What the exercise asks →
Your answer should be the exact lines of the data below from the one containing "width:90px; height:90px; display:grid;" through the one containing "display:block; font-size:38px; white-space:nowrap"; please include nothing else.

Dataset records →
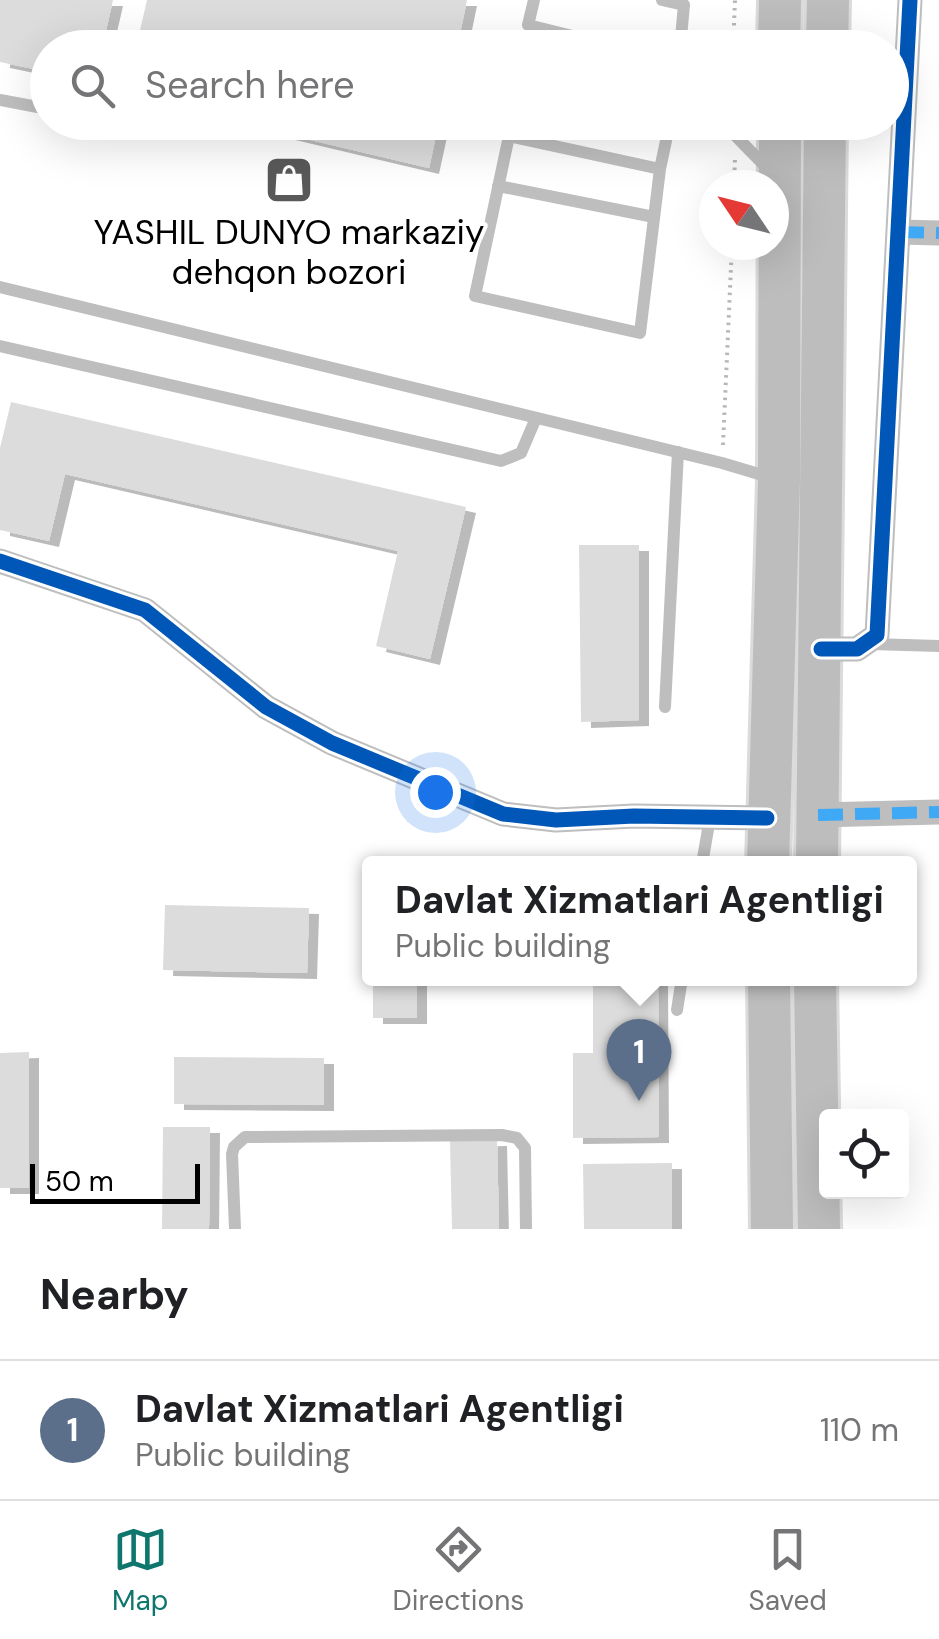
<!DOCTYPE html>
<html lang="en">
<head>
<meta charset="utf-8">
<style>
  :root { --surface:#fff; --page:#f6f6f6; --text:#202124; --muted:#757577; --line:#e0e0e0; --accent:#0f766e }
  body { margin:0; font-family:"DM Sans",sans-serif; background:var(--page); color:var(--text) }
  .controls { position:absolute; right:30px; bottom:30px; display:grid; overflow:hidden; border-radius:10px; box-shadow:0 10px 40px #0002 }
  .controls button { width:90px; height:90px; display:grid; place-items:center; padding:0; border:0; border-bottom:2px solid var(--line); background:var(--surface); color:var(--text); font:50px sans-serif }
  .compass { position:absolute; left:699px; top:170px; width:90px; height:90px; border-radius:50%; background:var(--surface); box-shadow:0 10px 40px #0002; rotate:305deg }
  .scale { position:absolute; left:30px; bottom:25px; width:170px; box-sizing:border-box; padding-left:10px; border:5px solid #000; border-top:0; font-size:28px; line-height:35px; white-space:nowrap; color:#000; -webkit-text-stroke:8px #fff; paint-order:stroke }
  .you { position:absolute; left:435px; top:792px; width:35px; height:35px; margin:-25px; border:8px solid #fff; border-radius:50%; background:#1a73e8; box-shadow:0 0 0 15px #1a73e833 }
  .badge { display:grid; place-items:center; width:65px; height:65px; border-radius:50%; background:var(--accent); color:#fff; font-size:32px; font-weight:700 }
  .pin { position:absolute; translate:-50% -82px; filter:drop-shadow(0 2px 5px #0008) }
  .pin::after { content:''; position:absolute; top:52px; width:35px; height:30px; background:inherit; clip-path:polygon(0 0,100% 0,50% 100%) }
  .popup { position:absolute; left:362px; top:856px; width:555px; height:130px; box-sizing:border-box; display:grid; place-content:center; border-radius:10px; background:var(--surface); filter:drop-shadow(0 2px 8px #0005); font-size:32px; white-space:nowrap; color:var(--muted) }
  .popup b { font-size:38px; color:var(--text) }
  .popup::after { content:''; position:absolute; left:50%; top:100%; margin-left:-20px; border:20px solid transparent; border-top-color:var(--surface) }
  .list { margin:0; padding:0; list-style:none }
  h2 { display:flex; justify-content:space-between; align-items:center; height:130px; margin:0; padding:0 40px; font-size:42px }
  h2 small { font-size:32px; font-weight:400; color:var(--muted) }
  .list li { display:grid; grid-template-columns:65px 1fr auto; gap:30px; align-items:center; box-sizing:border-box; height:140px; padding:0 40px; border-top:2px solid var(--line) }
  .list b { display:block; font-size:38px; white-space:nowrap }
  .list p { margin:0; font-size:32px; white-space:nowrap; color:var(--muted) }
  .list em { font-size:32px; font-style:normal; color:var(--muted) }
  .icon { flex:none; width:55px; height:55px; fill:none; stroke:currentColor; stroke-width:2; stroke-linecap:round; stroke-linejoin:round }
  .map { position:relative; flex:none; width:939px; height:1229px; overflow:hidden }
  .search { position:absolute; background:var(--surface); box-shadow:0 10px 40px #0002; left:30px; right:30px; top:30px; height:110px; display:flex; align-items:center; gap:25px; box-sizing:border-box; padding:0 35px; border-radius:55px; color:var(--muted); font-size:38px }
  .sheet { height:270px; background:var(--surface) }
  nav { display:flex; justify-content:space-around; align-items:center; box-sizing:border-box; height:140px; border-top:2px solid var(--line); background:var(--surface); font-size:28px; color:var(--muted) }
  nav a { display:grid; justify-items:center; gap:5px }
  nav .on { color:var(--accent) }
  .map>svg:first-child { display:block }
  .building { fill:#dcdcdc; filter:url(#shadow) }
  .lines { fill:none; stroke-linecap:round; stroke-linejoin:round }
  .primary-casing { stroke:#dbdbdb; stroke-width:48 }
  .path { stroke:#b8b8b8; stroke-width:4; stroke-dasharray:2.5 5; stroke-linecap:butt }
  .service { stroke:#bebebe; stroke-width:12 }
  .minor { stroke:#bebebe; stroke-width:25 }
  .primary { stroke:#bdbdbd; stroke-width:42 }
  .quiet { stroke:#3fa9f5; stroke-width:12; stroke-dasharray:25 12; stroke-linecap:butt }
  .cycleway-casing { stroke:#fff; stroke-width:21 }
  .cycleway { stroke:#0057b8; stroke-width:15 }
  .labels { text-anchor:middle; stroke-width:8; stroke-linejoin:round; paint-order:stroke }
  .poi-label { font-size:35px; fill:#000; stroke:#fff }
</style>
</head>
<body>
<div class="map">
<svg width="939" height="1229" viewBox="0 0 939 1229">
  <defs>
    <filter id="shadow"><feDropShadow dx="10" dy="6" stdDeviation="0" flood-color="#0004"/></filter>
  </defs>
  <rect width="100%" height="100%" fill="#fff"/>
  <g class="building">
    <path d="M0,0H113L102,48H48V72L0,62Z"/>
    <path d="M147,0H467L457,48H136Z"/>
    <path d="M235,122H439L429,168Z"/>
    <path d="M11,402L466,507L430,659L376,646L398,551L65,474L49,541L0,530V448Z"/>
    <path d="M579,545H639V720L581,722Z"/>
    <path d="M165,905L309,908L307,973L163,970Z"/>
    <rect x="373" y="978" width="44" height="40"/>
    <path d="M593,978H658L659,1137L573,1138V1053H593Z"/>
    <path d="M29,1052V1188H0V1053Z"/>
    <path d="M174,1057L324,1058V1105L174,1104Z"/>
    <path d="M163,1127H210L209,1229H162Z"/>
    <path d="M497,1140L499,1229H452L450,1141Z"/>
    <path d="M672,1163V1229H584L583,1164Z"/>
  </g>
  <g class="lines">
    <g class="primary-casing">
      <g id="primary">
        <path d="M779,48L780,0"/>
        <path d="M827,48L828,0"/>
        <path d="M768,864L779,480L780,122"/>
        <path d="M817,864L825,122"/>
        <path d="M769,978L772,1229"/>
        <path d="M815,978L819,1229"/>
      </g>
    </g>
    <g class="path">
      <path d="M733,48L735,0"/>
      <path d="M734,185L735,158"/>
      <path d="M723,445L732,245"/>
    </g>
    <g class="service">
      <path d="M534,0L528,25L621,48"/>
      <path d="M662,0L684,5L680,48"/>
      <path d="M0,100L48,109"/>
      <path d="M722,122L769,170"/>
      <path d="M660,169L509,136L475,296L640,333L660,169L670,122"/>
      <path d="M498,186L654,217"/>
      <path d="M0,287L722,463L772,478"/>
      <path d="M0,346L501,461L521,453L536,418"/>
      <path d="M871,644L939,646"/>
      <path d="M665,707L678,452"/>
      <path d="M702,864L710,818"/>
      <path d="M677,1010L682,978"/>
      <path d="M235,1229L232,1154L234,1147L245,1137L502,1135L517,1138L525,1148L526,1229"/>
    </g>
    <g class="minor">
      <path d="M899,232L939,233"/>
      <path d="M0,561L145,610L266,707L332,743L503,814L556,820L634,816L767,818"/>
      <path d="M821,649H857L877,635L910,0"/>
      <path d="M818,815L939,812"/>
    </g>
    <use href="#primary" class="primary"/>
    <g class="quiet">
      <path d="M899,232L939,233"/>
      <path d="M818,815L939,812"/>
    </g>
    <g class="cycleway-casing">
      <g id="cycleway">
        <path d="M0,561L145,610L266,707L332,743L503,814L556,820L634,816L767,818"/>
        <path d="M821,649H857L877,635L910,0"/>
      </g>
    </g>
    <use href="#cycleway" class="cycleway"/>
  </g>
  <defs>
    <g id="shop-square" transform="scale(2.5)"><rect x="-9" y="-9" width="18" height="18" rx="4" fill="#595959" stroke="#fff"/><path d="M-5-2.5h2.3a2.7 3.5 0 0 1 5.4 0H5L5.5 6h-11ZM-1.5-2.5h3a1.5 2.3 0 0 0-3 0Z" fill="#fff"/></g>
  </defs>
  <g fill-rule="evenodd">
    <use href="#shop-square" x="289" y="180"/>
  </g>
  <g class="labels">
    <g class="poi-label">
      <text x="289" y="244">YASHIL DUNYO markaziy<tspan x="289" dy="40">dehqon bozori</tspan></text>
    </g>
  </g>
</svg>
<div class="controls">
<button><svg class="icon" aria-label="locate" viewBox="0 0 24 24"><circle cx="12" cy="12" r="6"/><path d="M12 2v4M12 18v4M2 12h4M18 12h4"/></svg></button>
</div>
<svg class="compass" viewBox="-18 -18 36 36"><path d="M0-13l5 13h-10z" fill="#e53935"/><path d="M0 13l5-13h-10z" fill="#757577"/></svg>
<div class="scale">50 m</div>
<div class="you"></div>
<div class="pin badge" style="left:639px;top:1101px;background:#5c6f8a">1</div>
<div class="popup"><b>Davlat Xizmatlari Agentligi</b>Public building</div>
<div class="search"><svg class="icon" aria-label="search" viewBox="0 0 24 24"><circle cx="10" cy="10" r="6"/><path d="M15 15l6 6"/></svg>Search here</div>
</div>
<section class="sheet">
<h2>Nearby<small></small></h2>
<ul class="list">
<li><span class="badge" style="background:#5c6f8a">1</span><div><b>Davlat Xizmatlari Agentligi</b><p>Public building</p></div><em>110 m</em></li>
</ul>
</section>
<nav>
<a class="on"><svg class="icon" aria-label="map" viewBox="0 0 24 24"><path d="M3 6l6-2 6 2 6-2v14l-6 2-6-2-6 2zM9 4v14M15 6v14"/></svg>Map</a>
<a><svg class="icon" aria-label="directions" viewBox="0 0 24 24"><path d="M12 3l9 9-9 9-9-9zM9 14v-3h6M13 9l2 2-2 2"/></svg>Directions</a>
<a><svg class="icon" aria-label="saved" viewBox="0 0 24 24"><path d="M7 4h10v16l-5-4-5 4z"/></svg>Saved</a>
</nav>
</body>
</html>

Solution for this exercise →
  .controls button { width:90px; height:90px; display:grid; place-items:center; padding:0; border:0; border-bottom:2px solid var(--line); background:var(--surface); color:var(--text); font:50px sans-serif }
  .compass { position:absolute; left:699px; top:170px; width:90px; height:90px; border-radius:50%; background:var(--surface); box-shadow:0 10px 40px #0002; rotate:305deg }
  .scale { position:absolute; left:30px; bottom:25px; width:170px; box-sizing:border-box; padding-left:10px; border:5px solid #000; border-top:0; font-size:28px; line-height:35px; white-space:nowrap; color:#000; -webkit-text-stroke:8px #fff; paint-order:stroke }
  .you { position:absolute; left:435px; top:792px; width:35px; height:35px; margin:-25px; border:8px solid #fff; border-radius:50%; background:#1a73e8; box-shadow:0 0 0 15px #1a73e833 }
  .badge { display:grid; place-items:center; width:65px; height:65px; border-radius:50%; background:var(--accent); color:#fff; font-size:32px; font-weight:700 }
  .pin { position:absolute; translate:-50% -82px; filter:drop-shadow(0 2px 5px #0008) }
  .pin::after { content:''; position:absolute; top:52px; width:35px; height:30px; background:inherit; clip-path:polygon(0 0,100% 0,50% 100%) }
  .popup { position:absolute; left:362px; top:856px; width:555px; height:130px; box-sizing:border-box; display:grid; place-content:center; border-radius:10px; background:var(--surface); filter:drop-shadow(0 2px 8px #0005); font-size:32px; white-space:nowrap; color:var(--muted) }
  .popup b { font-size:38px; color:var(--text) }
  .popup::after { content:''; position:absolute; left:50%; top:100%; margin-left:-20px; border:20px solid transparent; border-top-color:var(--surface) }
  .list { margin:0; padding:0; list-style:none }
  h2 { display:flex; justify-content:space-between; align-items:center; height:130px; margin:0; padding:0 40px; font-size:42px }
  h2 small { font-size:32px; font-weight:400; color:var(--muted) }
  .list li { display:grid; grid-template-columns:65px 1fr auto; gap:30px; align-items:center; box-sizing:border-box; height:140px; padding:0 40px; border-top:2px solid var(--line) }
  .list b { display:block; font-size:38px; white-space:nowrap }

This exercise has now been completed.